La práctica es todavía más perversa. Chang ofrece más detalles. Con la necesidad de aumentar al máximo los dividendos, con el objetivo de acallar a los accionistas, lo que se consigue es una reducción de las inversiones. Y ello debilita las capacidades productivas a largo plazo de la empresa. ¿Y qué ocurre? Lo que sucede es que sitúa a esas empresas –Chang constata que es una práctica más extendida entre las empresas norteamericanas y británicas, pero en Europa ya han aprendido—en clara desventaja frente a sus competidores. Y la reacción pasa, de nuevo, por reducir puestos de trabajo en las plantillas. Genial.

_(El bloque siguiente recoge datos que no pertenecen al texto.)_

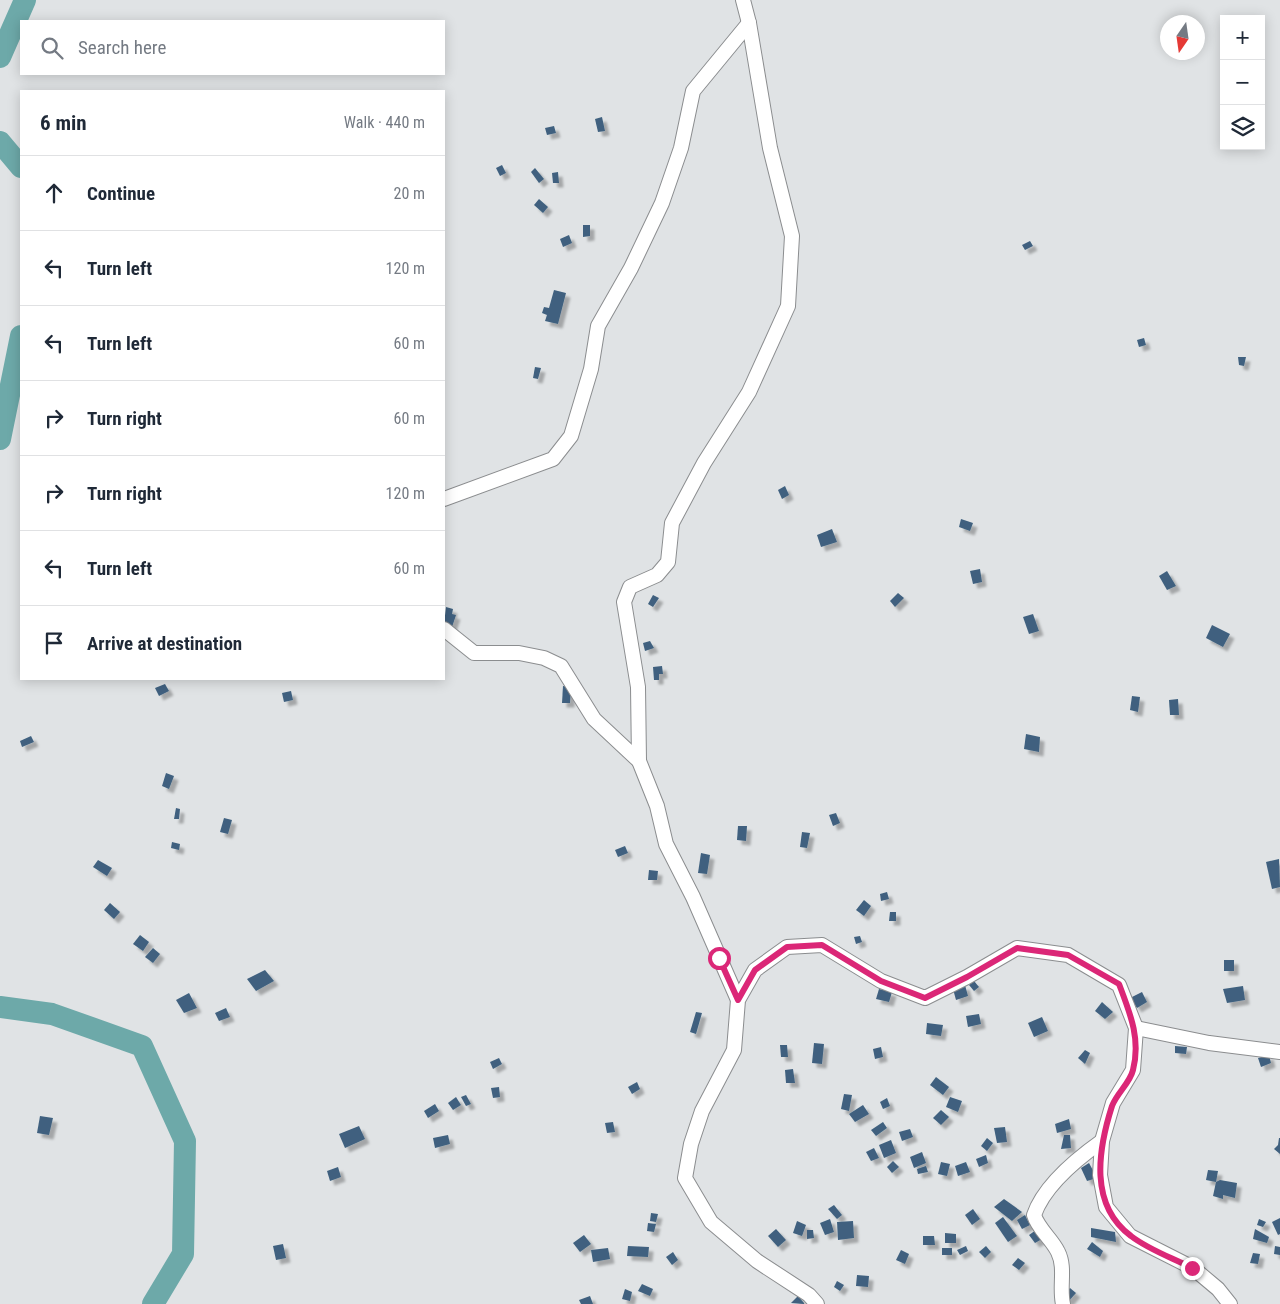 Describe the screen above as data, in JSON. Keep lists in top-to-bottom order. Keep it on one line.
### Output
{"north":"bottom","page":{"map_buttons":["+","−"],"search":"Search here","heading":["6 min","Walk · 440 m"],"list":[["Continue","20 m"],["Turn left","120 m"],["Turn left","60 m"],["Turn right","60 m"],["Turn right","120 m"],["Turn left","60 m"],"Arrive at destination"]}}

El problema, por tanto, es ideológico. Chang considera que los ejecutivos, principalmente en el mundo anglosajón, han alcanzado un poder económico, político e ideológico que les permite manipular el mercado y hacer pagar a otros las consecuencias negativas de sus actos. Y concluye que creer que la retribución de los ejecutivos sea algo cuyos niveles y estructuras óptimas vayan a ser, y deban ser, determinados por el mercado sería engañarse. Sería engañarse mucho, la verdad.

Este es el juego. Se trata de una lucha de poder. No hay otra cosa.